»Geradezu lehrbuchmäßig«
Eine Neonaziclique terrorisiert Wilhelmshavens linke Szene
Zuletzt haben sie das DGB-Haus beschmiert und den Synagogenplatz in Wilhelmshaven. Sie haben einen jungen Mann, der nach einer Veranstaltung in einem alternativen Zentrum per Bahn nach Hause wollte, so lange durch den Zug getrieben, bis er sich an die Schaffner wandte und schließlich von der Polizei am Zielbahnhof abgeholt werden musste, zu seiner eigenen Sicherheit. Auch nicht viel länger zurück liegt die Aktion gegen eben jenes Jugendzentrum selbst: Autoscheiben gingen zu Bruch, im Garten sitzende Gäste wurden mit Steinen beworfen, faustgroße Granitschotterstücke aus einem Gleisbett.
Polizei tut nur wenig
Kurz davor gab es einen Zwischenfall am Tschernobyl-Infostand der Linkspartei, wo sie einen einsamen Moment abwarteten und massive verbale Drohungen vom Stapel ließen. Und natürlich besuchen sie regelmäßig auch das Büro der örtlichen Linkspartei. Seit vergangenem Sommer ist eigentlich immer mal wieder was, mit den Fenstern zum Beispiel oder mit Aufklebern und Parolen, sagt Klaus Heckenbach, der Schatzmeister des Linkspartei-Kreisverbandes Wilhelmshaven.

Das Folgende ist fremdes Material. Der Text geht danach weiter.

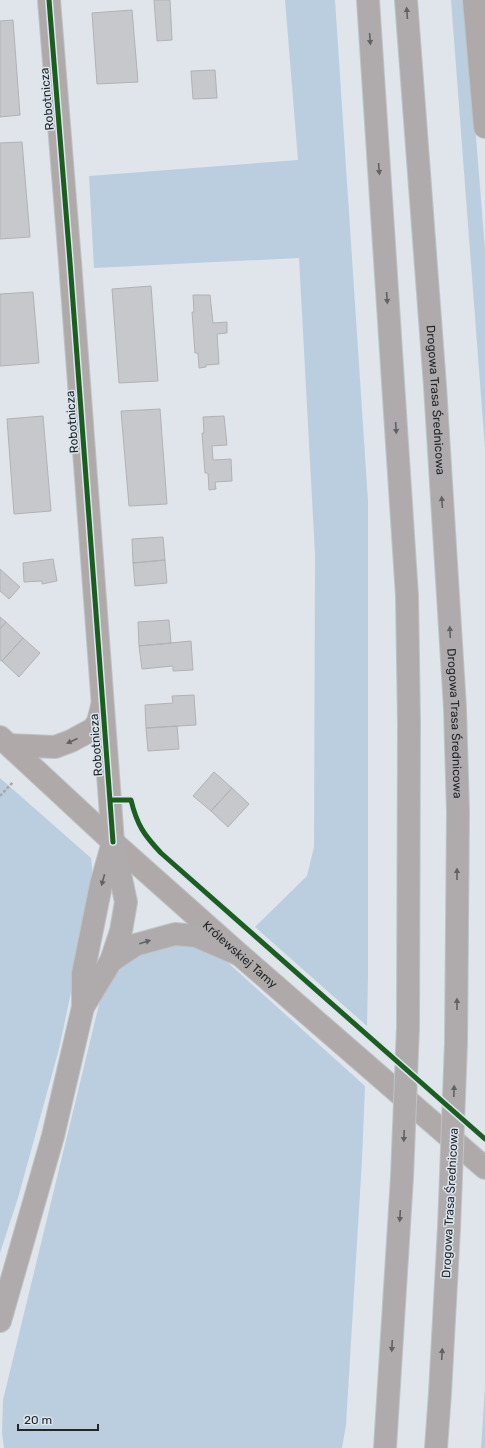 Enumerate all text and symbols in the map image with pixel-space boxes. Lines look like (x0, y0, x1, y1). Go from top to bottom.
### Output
one-way arrow (404, 7, 411, 19)
one-way arrow (367, 33, 374, 45)
street label: Robotnicza (37, 67, 57, 131)
one-way arrow (375, 163, 382, 175)
one-way arrow (384, 292, 391, 304)
street label: Drogowa Trasa Średnicowa (423, 324, 448, 475)
street label: Robotnicza (63, 390, 81, 454)
one-way arrow (392, 422, 399, 434)
one-way arrow (439, 495, 445, 508)
one-way arrow (447, 626, 454, 638)
street label: Drogowa Trasa Średnicowa (444, 648, 465, 799)
street label: Robotnicza (87, 713, 105, 777)
one-way arrow (65, 738, 77, 744)
one-way arrow (454, 868, 461, 880)
one-way arrow (100, 874, 106, 886)
street label: Królewskiej Tamy (200, 918, 280, 991)
one-way arrow (139, 939, 151, 945)
one-way arrow (454, 997, 460, 1010)
one-way arrow (451, 1085, 458, 1097)
street label: Drogowa Trasa Średnicowa (439, 1128, 461, 1278)
one-way arrow (401, 1130, 407, 1143)
one-way arrow (397, 1210, 403, 1223)
one-way arrow (389, 1340, 396, 1352)
one-way arrow (439, 1348, 446, 1360)
scale bar (18, 1406, 98, 1432)
text: 20 m (24, 1413, 52, 1427) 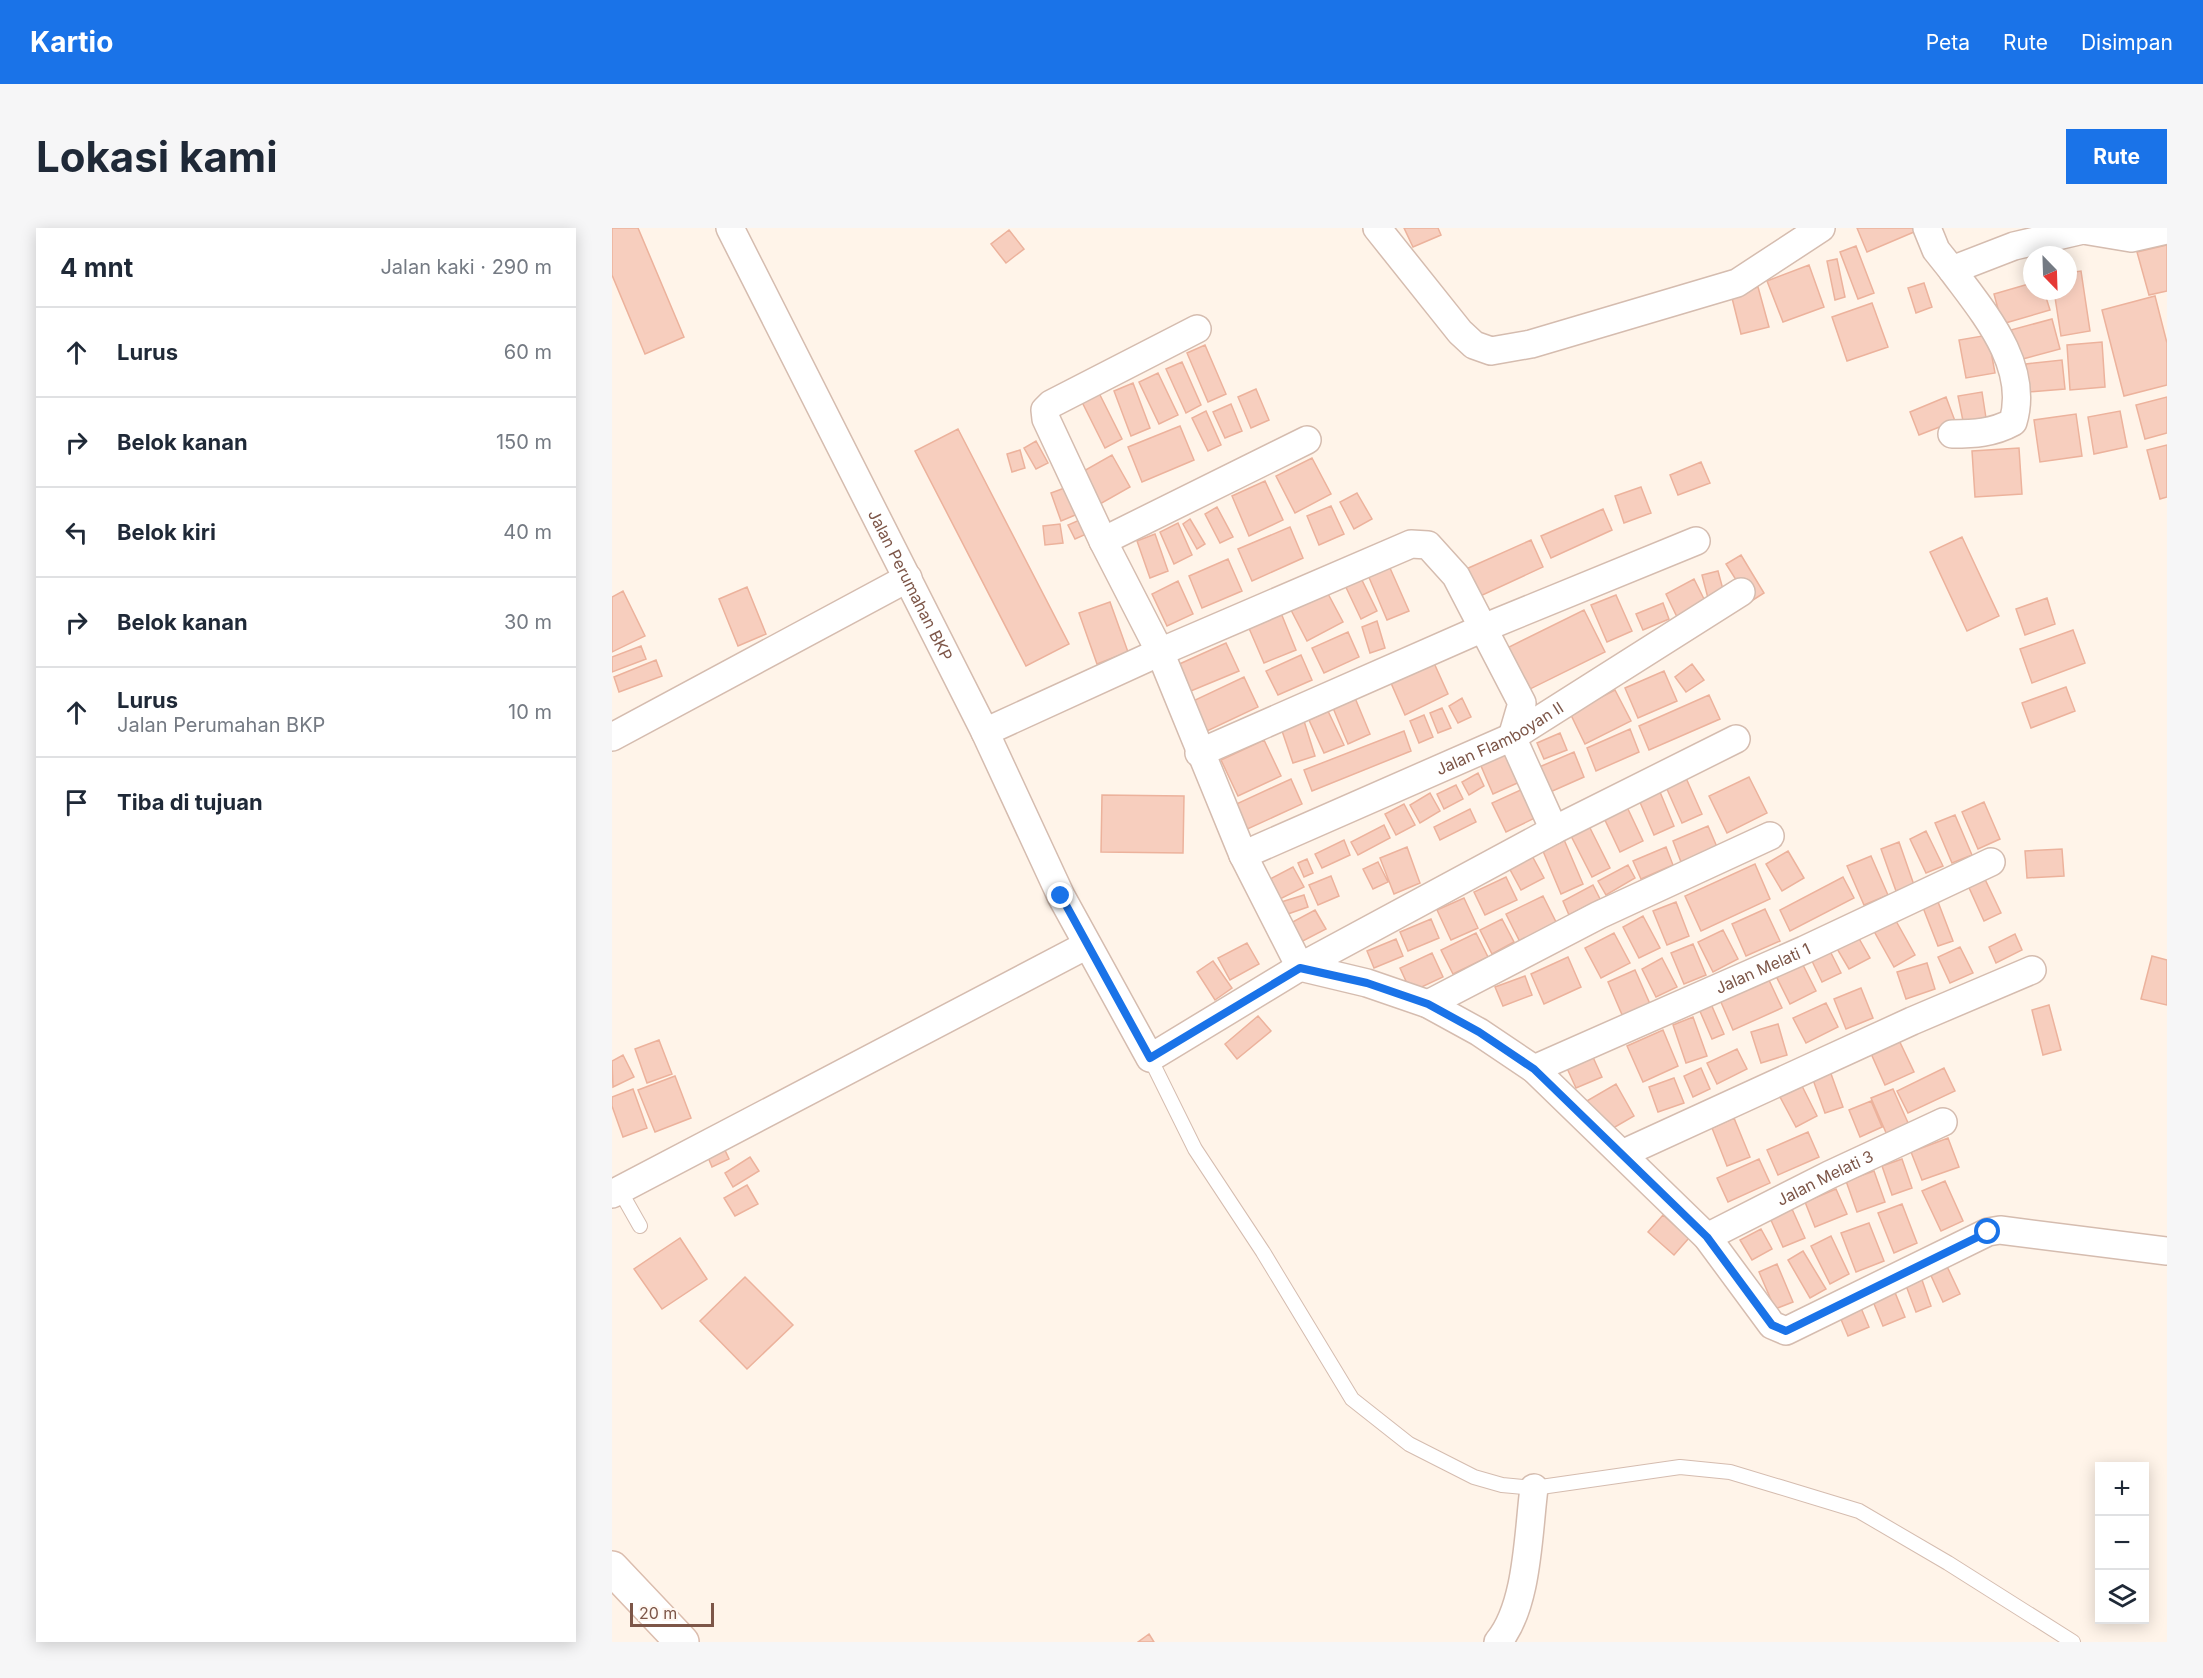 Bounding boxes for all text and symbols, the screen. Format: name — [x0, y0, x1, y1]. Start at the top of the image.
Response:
text: Kartio — [30, 25, 113, 59]
text: Peta — [1926, 30, 1970, 55]
text: Rute — [2003, 30, 2048, 55]
text: Disimpan — [2081, 30, 2173, 55]
button: Rute — [2066, 129, 2167, 184]
text: Lokasi kami — [36, 131, 278, 182]
north arrow — [2023, 246, 2077, 300]
text: 4 mnt — [60, 252, 133, 283]
text: Jalan kaki · 290 m — [380, 255, 552, 279]
icon: ahead — [60, 336, 93, 369]
text: Lurus — [117, 339, 178, 365]
text: 60 m — [504, 340, 552, 364]
icon: right — [60, 426, 93, 459]
text: Belok kanan — [117, 429, 248, 455]
text: 150 m — [496, 430, 552, 454]
street label: Jalan Perumahan BKP — [864, 506, 957, 664]
icon: left — [60, 516, 93, 549]
text: Belok kiri — [117, 519, 216, 545]
text: 40 m — [503, 520, 552, 544]
icon: right — [60, 606, 93, 639]
text: Belok kanan — [117, 609, 248, 635]
text: 30 m — [504, 610, 552, 634]
text: Lurus — [117, 687, 178, 713]
icon: ahead — [60, 696, 93, 729]
street label: Jalan Flamboyan II — [1433, 697, 1567, 779]
text: 10 m — [508, 700, 552, 724]
text: Jalan Perumahan BKP — [117, 713, 325, 737]
icon: arrive — [60, 786, 93, 819]
text: Tiba di tujuan — [117, 789, 263, 815]
route end — [1047, 882, 1073, 908]
street label: Jalan Melati 1 — [1712, 938, 1813, 998]
street label: Jalan Melati 3 — [1773, 1146, 1876, 1210]
route start — [1974, 1218, 2000, 1244]
map controls — [2095, 1462, 2149, 1624]
button: + — [2095, 1462, 2149, 1516]
button: − — [2095, 1516, 2149, 1570]
button: layers — [2095, 1570, 2149, 1624]
scale bar — [630, 1600, 714, 1628]
text: 20 m — [639, 1603, 677, 1623]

»Sie«, das ist eine fünf- bis zehnköpfige Neonaziclique, die seit einigen Monaten mit steigender Intensität die niedersächsische Hafenstadt terrorisiert – während die Polizei dem Treiben fast tatenlos zuschaut. So beschreiben zumindest Heckenbach und Ralph Herrmann und zahlreiche Berichte in Internetforen die Lage. Die beiden Kommunalpolitiker sitzen bei Heckenbach zu Hause und zählen akribisch Situationen auf, in denen die marodierende Clique laut Augenzeugen von der Stadtpolizei gestellt worden sei – und die jungen Randalierer am Ende trotzdem weiterziehen durften.
Einmarsch beim Lokalblatt
Eine dieser Begebenheiten hat Heckenbach selbst erlebt: Eine Nacht im April, wo erst Steine flogen auf das alternative Zentrum, anschließend ein Fester im »Infoladen« zu Bruch ging, zwei Ex-Jugoslawen verprügelt wurden und Heckenbach selbst, von einer nächtlichen Telefonkette geweckt, das Linksparteibüro zu schützen ausrückte. Die herbeigerufene Polizei habe die Personalien der Bande, die tatsächlich alsbald anrückte, festgestellt – und sie dann laufen lassen. Von den vorhergegangenen Taten habe man nichts gewusst.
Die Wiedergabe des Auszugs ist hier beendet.